In light of these potential concerns, we use the fact that industries with different $S{O}_2$ emission intensity will be differently affected by the TCZ policy, and then add industrial variation (i.e., more versus less $S{O}_2$ polluting industries) to help with identification apart from time variation (i.e., before versus after 1998) and regional variation (i.e., TCZ cities versus non-TCZ cities), and finally conduct a DDD specification (Yelowitz, 1995) as our main estimation methodology. With the help of industrial variation, the DDD specification allows to control for what cannot be controlled in the standard DiD analysis but is essential for our identification of employment effects, such as city-industry fixed effects, city-year fixed effects, and industry-year fixed effects, in which all omitted variables varying at the city or industry level, regardless of time-varying or time-invariant, have been properly dealt with. Our benchmark DDD specification is given by the equation: $$Y_{\mathit{ijct}}={\lambda }_{jc}+{\delta }_{jt}+{\eta }_{ct}+\mathit{\beta }\cdot TC{Z}_c\times \mathit{Pos}{t}_t\times S{O}_{2j}+\mathit{X}{\prime }_{\mathit{ijct}}\mathit{\Gamma }+{\epsilon }_{\mathit{ijct}}$$ where $i$ indexes enterprises, $j$ indexes two-digit industries, $c$ indexes cities, and $t$ indexes years. $Y_{\mathit{ijct}}$ is the log of labor demand, measured as the number of $i$’s employees of industry $j$ in the city $c$ at year $t.$ $TC{Z}_c$ is a dummy variable indicating if the city $c$ was assigned a TCZ status in 1998; $\mathit{Pos}{t}_t$ is a dummy variable equal to 1 if it is after 1998 and 0 otherwise; The official disclosed the $S{O}_2$ emission data of all 39 industries since 2003, while only 15 industries were disclosed before. Hence, it greatly reduced the cross-industry variations to exploit the $S{O}_2$ emission intensity of each industry before 1998. Furthermore, we find high correlations between the $S{O}_2$ emission intensity in 1995 and that after 2003 for 15 common industries, indicating that the $S{O}_2$ emission intensity has remained relatively stable and is less affected by the TCZ policy, at least in the short term. Finally, we use the $S{O}_2$ emission intensity for industry $j$ averaged on the years 2003-2006 as a benchmark, unless otherwise stated. For the same reason, we exploit the ammonia nitrogen (${NH}_3$) emission intensity for industry $j$ averaged on the years 2003-2006 to conduct the falsification test.

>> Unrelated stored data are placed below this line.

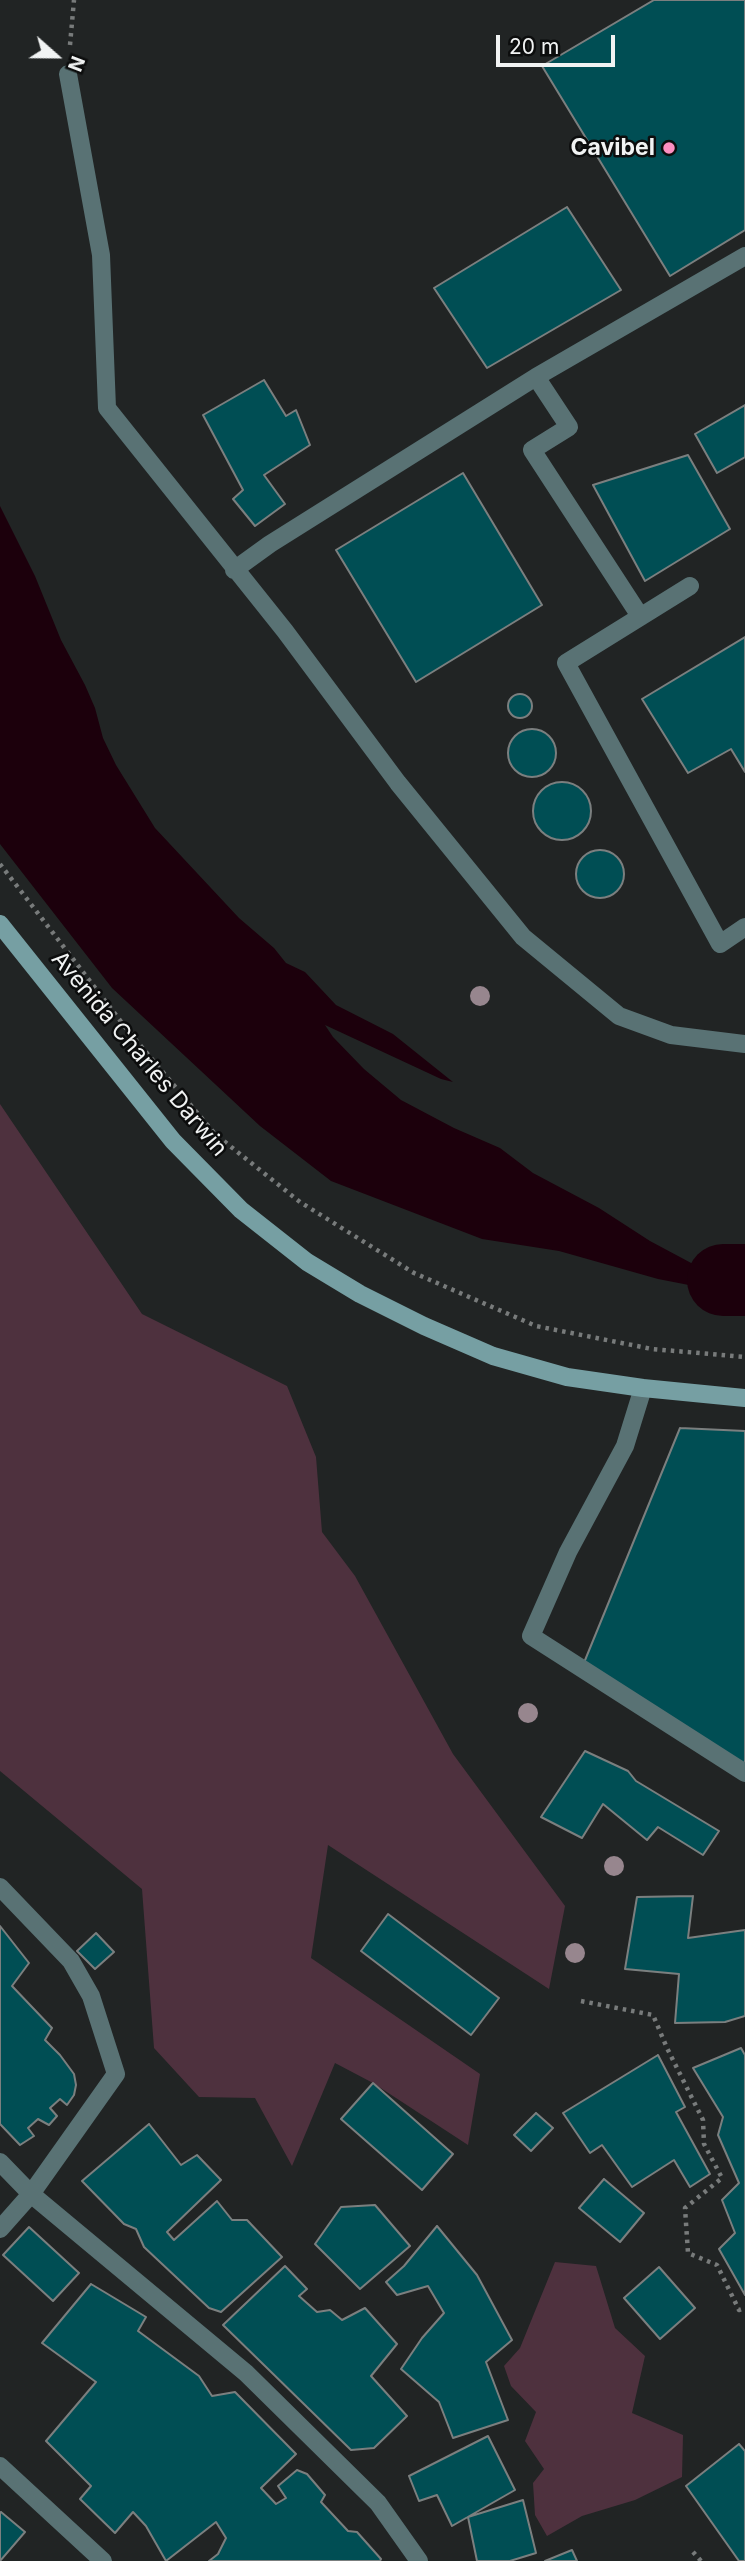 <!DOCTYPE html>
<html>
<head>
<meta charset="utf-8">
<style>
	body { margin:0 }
	#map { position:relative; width:745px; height:2561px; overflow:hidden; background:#212424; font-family:Inter,sans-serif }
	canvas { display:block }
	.north { position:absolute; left:21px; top:21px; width:70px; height:70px; -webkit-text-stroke:5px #0c0d0d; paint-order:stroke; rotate:111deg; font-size:19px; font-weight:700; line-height:28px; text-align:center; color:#f1f3f3 }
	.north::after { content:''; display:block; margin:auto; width:24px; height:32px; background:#f1f3f3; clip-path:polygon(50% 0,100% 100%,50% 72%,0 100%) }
	.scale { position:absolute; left:496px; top:35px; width:119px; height:32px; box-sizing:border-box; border:4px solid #f1f3f3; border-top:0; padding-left:9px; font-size:21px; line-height:24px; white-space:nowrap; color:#f1f3f3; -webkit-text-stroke:5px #0c0d0d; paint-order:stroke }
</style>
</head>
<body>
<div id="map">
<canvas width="745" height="2561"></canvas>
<div class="north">N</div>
<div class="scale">20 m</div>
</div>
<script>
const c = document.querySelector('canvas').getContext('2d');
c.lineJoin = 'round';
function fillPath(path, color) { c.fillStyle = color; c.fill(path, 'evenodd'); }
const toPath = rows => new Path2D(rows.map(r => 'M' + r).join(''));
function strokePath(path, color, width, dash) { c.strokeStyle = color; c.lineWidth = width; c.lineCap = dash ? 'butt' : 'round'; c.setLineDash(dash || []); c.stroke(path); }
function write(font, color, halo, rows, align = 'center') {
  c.font = font + ' Inter,sans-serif'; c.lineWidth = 5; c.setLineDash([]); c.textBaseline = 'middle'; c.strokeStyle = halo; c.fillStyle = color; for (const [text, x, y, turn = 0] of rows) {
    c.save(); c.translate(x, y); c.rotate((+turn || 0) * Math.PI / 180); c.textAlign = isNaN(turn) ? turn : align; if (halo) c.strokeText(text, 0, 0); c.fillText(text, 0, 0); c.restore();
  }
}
fillPath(toPath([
	[0,1104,142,1314,287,1386,316,1457,322,1532,355,1576,453,1754,565,1906,549,1989,328,1845,311,1958,480,2074,468,2145,373,2083,335,2063,292,2166,255,2098,199,2097,154,2048,142,1889,0,1771],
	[555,2262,596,2266,615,2328,645,2356,632,2413,683,2435,682,2477,635,2500,582,2516,547,2536,535,2515,533,2483,544,2469,525,2441,536,2412,511,2386,504,2366,520,2348]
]), '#4e313e');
fillPath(toPath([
	[0,506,35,576,61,640,85,685,95,708,103,738,116,765,155,828,239,918,274,948,286,963,305,972,336,1005,393,1034,453,1082,441,1079,325,1025,333,1037,364,1069,401,1100,454,1128,500,1148,533,1173,599,1208,650,1241,723,1280,716,1285,699,1287,658,1279,559,1251,482,1239,331,1181,260,1126,112,988,0,844]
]), '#1c000c');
strokePath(toPath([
	[723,1280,745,1280]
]), '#1c000c', 72);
const building = toPath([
	[654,0,745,0,745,230,670,276,542,66,654,0],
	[567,207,621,290,487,368,434,288,567,207],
	[264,380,286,416,296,410,310,445,264,475,285,504,255,526,233,499,243,490,203,415,264,380],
	[745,405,745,457,717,473,695,434,745,405],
	[688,455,730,529,645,581,593,485,688,455],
	[463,473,542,605,416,682,336,550,463,473],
	[745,637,745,772,731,749,688,773,642,699,745,637],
	'508 706a12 12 0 1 1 24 0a12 12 0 1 1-24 0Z',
	'508 753a24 24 0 1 1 48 0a24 24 0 1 1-48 0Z',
	'533 811a29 29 0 1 1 58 0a29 29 0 1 1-58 0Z',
	'576 874a24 24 0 1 1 48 0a24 24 0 1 1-48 0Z',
	[680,1428,745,1431,745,1767,581,1670,680,1428],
	[585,1751,628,1771,636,1781,719,1831,703,1855,658,1827,647,1840,603,1804,582,1838,541,1817,585,1751],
	[693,1896,688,1938,745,1930,745,2016,725,2022,675,2023,679,1974,625,1969,637,1897,693,1896],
	[388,1914,499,1998,471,2035,361,1951,388,1914],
	[0,1926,29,1963,12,1986,52,2028,45,2040,60,2055,74,2074,76,2085,74,2095,67,2105,60,2099,50,2108,57,2116,49,2125,38,2119,28,2128,34,2136,20,2145,0,2124,0,1926],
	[96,1933,114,1952,95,1969,77,1951,96,1933],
	[741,2048,745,2055,745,2295,719,2249,735,2233,722,2200,739,2183,718,2135,723,2117,693,2068,741,2048],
	[658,2055,685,2107,676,2112,710,2174,690,2187,674,2160,632,2187,602,2145,590,2153,563,2113,658,2055],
	[373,2083,453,2154,422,2190,341,2119,373,2083],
	[536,2113,553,2128,531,2151,514,2135,536,2113],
	[149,2124,181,2165,197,2155,221,2180,167,2232,174,2240,217,2201,232,2220,247,2220,282,2257,221,2312,209,2308,144,2247,136,2229,124,2224,82,2181,149,2124],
	[604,2179,644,2213,620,2242,579,2208,604,2179],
	[375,2205,410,2246,360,2289,315,2244,341,2207,375,2205],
	[437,2226,477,2275,512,2340,486,2362,508,2420,453,2438,439,2402,401,2369,422,2338,444,2313,428,2286,397,2295,386,2282,404,2266,437,2226],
	[29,2227,79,2273,53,2301,3,2255,29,2227],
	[285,2266,307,2289,299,2296,317,2312,330,2310,342,2320,365,2308,397,2344,371,2376,407,2416,374,2448,351,2450,223,2325,285,2266],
	[659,2267,695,2308,660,2339,624,2298,659,2267],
	[91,2284,146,2317,138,2331,199,2376,212,2396,235,2392,296,2454,261,2488,276,2504,286,2498,278,2486,297,2470,307,2474,325,2495,321,2502,348,2531,357,2532,381,2559,380,2561,209,2561,218,2554,226,2538,216,2522,166,2561,146,2526,133,2512,115,2533,80,2499,91,2486,46,2441,96,2382,42,2343,91,2284],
	[488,2436,515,2490,452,2526,437,2495,419,2501,409,2476,488,2436],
	[739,2444,745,2451,745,2561,739,2561,686,2486,739,2444],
	[523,2500,536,2553,510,2561,477,2561,468,2517,523,2500],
	[1,2512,25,2532,0,2561,0,2513,1,2512],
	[572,2550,577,2561,545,2561,572,2550]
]);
fillPath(building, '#004e54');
strokePath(building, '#7b7f7f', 2);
strokePath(toPath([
	[70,45,74,0],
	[0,864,129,1032,215,1134,300,1202,414,1273,536,1326,652,1349,745,1357],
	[581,2001,653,2015,667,2048,703,2120,704,2144,722,2178,685,2208,688,2253,717,2265,739,2310,745,2308],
	[693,2552,701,2561]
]), '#787b7b', 4.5, [3.5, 5]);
strokePath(toPath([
	[68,74,101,255,107,408,285,631,398,783,523,937,619,1016,671,1035,745,1044],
	[536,377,569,427,532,450,640,616],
	[234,570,270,544,536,377,745,256],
	[690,586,566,663,720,944,745,927]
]), '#597274', 18);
strokePath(toPath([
	[643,1388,625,1446,568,1552,531,1636,745,1773],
	[0,1887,71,1961,91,1996,116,2074,31,2194,0,2229],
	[0,2162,31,2194,246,2373,378,2503,419,2561],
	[0,2466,103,2561]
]), '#597274', 18);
strokePath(toPath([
	[0,924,173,1141,241,1210,307,1262,360,1294,424,1326,493,1356,567,1377,643,1388,745,1398]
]), '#769fa3', 18);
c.fillStyle = '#97868e';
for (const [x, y] of [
	[480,996],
	[528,1713],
	[614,1866],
	[575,1953]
]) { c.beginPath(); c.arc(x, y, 10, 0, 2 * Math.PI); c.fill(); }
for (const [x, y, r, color] of [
	[669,148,7,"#fc8fc1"]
]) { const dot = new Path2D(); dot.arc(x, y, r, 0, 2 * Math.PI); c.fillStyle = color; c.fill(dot); strokePath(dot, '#0c0d0d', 2.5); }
write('bold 23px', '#f1f3f3', '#0c0d0d', [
	["Cavibel",655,148]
], 'right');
write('23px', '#f1f3f3', '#0c0d0d', [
	["Avenida Charles Darwin",139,1054,50]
]);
</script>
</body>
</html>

${\mathit{X}}_{\mathit{ijct}}$ is a vector of time-varying enterprise characteristics used to isolate the effect of the TCZ policy on labor demand, such as the log of assets, log of per-capita wages, log of firm age, tax burden rate, export share, total debt ratio, total assets turnover as well as return on assets. In addition, our DDD specification controls for the full sets of industry-city fixed effects ${\lambda }_{jc},$ city-year fixed effects ${\eta }_{ct}$ and industry-year fixed effects ${\delta }_{jt}.$ To further tackle the potential heteroskedasticity and serial correlation issues, we cluster the standard error at the industry-city level in all DDD regressions.

5. Empirical results

5.1. Checks on the identification assumption

Whether the results of our benchmark DDD specification in this paper capture the causal effects of the TCZ policy on labor demand hinges on satisfying the strong identification assumption that our treatment group would have followed the same trends as the control group absent this regulation. Since the micro-data before the TCZ policy are only available in 1995, we reconsider the pre-treatment trends of labor demand by utilizing the aggregated employment sourced from the China City Statistical Yearbook 1994–2006. Figure 3 plots the year-to-year changes in the average levels of total and industrial employees for the TCZ and non-TCZ cities over the years 1994-2006. It’s worth noting that the statistical caliber of employees was greatly changed in 1998 from the employed persons in the whole society to the employed persons in units so that there is a precipitous drop in total and industrial employees in both TCZ and non-TCZ cities from 1997 to 1998. Given that the adjustment of statistical caliber in 1998 is an exogenous shock, the overall employment levels over time can still provide some suggestive evidence on the identifying assumption of common trends. In addition, Figure 4 shows the number of averaged employees in TCZ and non-TCZ cities and that across industries with high/low $S{O}_2$ emission levels in these cities using the raw micro-data. The enterprises located in TCZ cities, particularly those from industries with higher $S{O}_2$ emission levels saw an abrupt break in employees from the pre-treatment trend. This pattern of relative changes in employees will be further confirmed in the formal regression analysis that follows.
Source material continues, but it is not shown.